If this piqued your interest in playing with Hardcaml, check out the Hardcaml GitHub page for all of our open-source Hardcaml libraries, tools, examples, and tutorials. Be sure to install the bleeding-edge opam repository to get all of our latest improvements and features.

Also check out this interview with Andy Ray (creator of Hardcaml) on Jane Street’s podcast Signals & Threads, as well as the “OCaml All the Way Down” tech talk on how we use OCaml to build our FPGAs and supporting software from the ground up.

Come work with us

We’re always looking to grow our team! If you’re excited about the idea of applying software development techniques and tools to design hardware more efficiently, and are interested in building FPGA accelerator systems with us at Jane Street, check out our experienced FPGA engineer and new grad FPGA engineer positions. We’ll also soon be hiring interns for Summer 2026, see this listing for more details and to be notified when the application opens.
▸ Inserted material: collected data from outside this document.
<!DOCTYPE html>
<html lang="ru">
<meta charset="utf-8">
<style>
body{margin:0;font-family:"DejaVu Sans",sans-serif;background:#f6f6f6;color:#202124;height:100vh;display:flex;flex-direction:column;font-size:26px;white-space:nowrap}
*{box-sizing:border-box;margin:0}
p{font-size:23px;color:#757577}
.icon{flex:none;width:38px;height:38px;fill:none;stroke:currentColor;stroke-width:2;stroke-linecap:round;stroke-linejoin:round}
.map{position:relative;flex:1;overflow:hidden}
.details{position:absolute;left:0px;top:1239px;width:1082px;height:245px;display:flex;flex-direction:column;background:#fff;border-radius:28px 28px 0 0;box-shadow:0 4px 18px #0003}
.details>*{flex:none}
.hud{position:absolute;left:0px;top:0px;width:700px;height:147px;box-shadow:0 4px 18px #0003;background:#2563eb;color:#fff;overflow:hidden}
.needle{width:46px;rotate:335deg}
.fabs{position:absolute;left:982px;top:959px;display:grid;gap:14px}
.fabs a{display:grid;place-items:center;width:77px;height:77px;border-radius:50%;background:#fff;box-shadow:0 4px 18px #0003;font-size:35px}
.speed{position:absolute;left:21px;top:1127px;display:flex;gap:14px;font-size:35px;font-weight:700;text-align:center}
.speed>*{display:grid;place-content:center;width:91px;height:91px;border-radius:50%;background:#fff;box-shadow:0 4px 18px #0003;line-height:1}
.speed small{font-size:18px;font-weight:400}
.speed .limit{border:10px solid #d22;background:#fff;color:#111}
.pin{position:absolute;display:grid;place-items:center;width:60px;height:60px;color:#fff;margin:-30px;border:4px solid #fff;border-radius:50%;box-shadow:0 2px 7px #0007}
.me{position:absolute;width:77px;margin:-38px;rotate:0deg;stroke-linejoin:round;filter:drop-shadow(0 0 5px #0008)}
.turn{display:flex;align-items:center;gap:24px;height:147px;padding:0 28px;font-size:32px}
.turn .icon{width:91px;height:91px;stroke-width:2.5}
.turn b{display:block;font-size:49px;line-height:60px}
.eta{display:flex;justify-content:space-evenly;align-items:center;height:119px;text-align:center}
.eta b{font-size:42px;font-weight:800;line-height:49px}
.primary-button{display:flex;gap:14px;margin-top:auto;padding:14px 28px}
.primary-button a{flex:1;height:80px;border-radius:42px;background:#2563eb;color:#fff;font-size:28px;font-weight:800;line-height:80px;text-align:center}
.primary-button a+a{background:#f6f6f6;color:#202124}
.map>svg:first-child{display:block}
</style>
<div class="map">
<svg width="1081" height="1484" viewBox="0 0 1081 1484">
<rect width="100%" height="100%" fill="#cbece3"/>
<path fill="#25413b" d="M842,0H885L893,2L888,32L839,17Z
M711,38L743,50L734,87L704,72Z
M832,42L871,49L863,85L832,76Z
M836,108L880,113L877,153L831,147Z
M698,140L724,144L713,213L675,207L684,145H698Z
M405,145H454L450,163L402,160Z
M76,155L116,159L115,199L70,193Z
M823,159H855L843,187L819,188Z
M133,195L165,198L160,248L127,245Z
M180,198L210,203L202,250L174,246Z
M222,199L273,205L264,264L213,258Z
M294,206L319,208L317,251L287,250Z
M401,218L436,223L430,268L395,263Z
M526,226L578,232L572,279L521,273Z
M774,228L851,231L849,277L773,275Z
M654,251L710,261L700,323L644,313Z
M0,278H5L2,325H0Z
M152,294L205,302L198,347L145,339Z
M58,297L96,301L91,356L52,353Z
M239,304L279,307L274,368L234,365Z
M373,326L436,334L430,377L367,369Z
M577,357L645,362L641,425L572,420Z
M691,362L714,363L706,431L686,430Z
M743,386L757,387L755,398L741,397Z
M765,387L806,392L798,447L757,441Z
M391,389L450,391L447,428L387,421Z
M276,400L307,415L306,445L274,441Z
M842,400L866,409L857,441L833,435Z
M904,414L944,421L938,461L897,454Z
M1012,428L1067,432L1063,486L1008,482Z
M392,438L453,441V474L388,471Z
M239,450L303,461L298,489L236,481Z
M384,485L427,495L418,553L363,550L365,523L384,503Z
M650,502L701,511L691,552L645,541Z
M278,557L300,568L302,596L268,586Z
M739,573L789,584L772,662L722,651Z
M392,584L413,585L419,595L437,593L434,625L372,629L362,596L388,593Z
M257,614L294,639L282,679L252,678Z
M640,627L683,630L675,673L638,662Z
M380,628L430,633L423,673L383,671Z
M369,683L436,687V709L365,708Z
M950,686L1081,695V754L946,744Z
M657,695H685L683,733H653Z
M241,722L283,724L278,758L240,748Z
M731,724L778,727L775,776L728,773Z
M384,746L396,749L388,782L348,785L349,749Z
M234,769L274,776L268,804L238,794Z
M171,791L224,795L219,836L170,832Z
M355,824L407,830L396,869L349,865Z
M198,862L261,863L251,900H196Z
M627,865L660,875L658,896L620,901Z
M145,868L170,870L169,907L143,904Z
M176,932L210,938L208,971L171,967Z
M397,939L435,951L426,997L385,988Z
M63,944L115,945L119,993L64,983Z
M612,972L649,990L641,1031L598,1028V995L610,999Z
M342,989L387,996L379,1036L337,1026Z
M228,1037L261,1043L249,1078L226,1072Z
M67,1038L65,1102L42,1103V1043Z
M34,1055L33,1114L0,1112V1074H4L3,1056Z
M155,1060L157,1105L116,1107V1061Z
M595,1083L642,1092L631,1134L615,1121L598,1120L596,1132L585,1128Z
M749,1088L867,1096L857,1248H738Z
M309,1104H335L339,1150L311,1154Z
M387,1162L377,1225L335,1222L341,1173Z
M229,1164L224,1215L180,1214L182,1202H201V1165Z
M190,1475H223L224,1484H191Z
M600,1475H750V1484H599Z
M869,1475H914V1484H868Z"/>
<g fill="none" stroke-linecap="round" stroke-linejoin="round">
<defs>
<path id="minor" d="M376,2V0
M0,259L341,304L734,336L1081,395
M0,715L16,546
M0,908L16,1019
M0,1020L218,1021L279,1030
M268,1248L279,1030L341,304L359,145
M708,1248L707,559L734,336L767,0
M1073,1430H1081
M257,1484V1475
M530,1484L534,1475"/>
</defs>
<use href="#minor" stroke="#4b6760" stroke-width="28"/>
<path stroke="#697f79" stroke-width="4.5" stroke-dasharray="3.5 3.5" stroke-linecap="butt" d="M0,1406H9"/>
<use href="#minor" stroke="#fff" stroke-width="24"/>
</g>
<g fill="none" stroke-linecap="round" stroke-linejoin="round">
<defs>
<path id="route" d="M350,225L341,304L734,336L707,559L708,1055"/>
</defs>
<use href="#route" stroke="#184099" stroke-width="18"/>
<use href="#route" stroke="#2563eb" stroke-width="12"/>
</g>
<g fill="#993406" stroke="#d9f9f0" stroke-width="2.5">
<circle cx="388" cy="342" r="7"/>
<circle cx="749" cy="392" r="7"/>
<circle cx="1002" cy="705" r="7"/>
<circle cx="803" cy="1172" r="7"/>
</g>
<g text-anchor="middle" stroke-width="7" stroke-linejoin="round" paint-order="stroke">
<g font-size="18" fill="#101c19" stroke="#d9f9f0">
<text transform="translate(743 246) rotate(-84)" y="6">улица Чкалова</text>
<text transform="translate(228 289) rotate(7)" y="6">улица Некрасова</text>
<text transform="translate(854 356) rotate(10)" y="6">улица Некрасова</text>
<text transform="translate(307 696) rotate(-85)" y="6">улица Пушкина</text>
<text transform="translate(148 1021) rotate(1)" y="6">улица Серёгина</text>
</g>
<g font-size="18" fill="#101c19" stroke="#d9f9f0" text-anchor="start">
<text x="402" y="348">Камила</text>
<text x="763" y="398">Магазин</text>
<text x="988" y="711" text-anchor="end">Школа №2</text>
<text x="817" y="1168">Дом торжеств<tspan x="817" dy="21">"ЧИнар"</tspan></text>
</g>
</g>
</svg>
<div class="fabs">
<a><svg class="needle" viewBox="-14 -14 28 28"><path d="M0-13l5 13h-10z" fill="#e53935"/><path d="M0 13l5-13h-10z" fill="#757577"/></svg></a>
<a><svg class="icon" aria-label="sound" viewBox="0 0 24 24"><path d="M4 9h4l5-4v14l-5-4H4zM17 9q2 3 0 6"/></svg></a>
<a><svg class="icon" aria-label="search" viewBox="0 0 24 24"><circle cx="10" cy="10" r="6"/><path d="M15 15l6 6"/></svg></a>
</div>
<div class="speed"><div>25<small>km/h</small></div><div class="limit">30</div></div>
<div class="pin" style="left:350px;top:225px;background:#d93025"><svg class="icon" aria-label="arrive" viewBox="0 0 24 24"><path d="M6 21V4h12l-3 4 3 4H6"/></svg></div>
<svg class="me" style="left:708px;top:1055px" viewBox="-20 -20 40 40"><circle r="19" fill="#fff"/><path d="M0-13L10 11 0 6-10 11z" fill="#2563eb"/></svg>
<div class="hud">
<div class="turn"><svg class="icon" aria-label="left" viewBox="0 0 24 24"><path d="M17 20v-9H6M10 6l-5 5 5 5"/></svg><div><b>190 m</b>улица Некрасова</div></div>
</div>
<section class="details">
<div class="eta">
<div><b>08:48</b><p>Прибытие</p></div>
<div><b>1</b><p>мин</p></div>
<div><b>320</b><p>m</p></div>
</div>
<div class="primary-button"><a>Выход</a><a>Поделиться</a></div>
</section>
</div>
If you’re currently pursuing or are soon starting a PhD in computer engineering or a related field, check out our Graduate Research Fellowship program as well!

An Open Challenge

Hardcaml isn’t the only Hardware Description Language of it’s kind. There’s many other open-source HDLs out there, but it’s not always easy to compare the usability of different languages against each other, especially when considering them for larger-scale projects. I think these Advent of Code puzzles are a great way to experiment with new languages: they involve both clever hardware optimizations (unrolling, heavy pipelining), but also more mundane things like sequencing, input parsing, and resource sharing. The relatively low complexity of the puzzles also makes it much easier to understand and compare implementations side-by-side.

I’ve also really enjoyed seeing others’ attempts at similar projects, such as this implementation of 2022 Day 1 in Clash (a Haskell-based hardware development language), and this design for 2024 Day 24 implemented in a 130nm silicon process, that the creator is actually working on getting manufactured into a physical chip through TinyTapeout!

So I’d like to issue a challenge: If you have a favorite HDL language (or even a High Level Synthesis framework) that you’d like to show off the capabilities of, try using it to solve some puzzles this December when Advent of Code 2025 rolls around, and share your results with the community!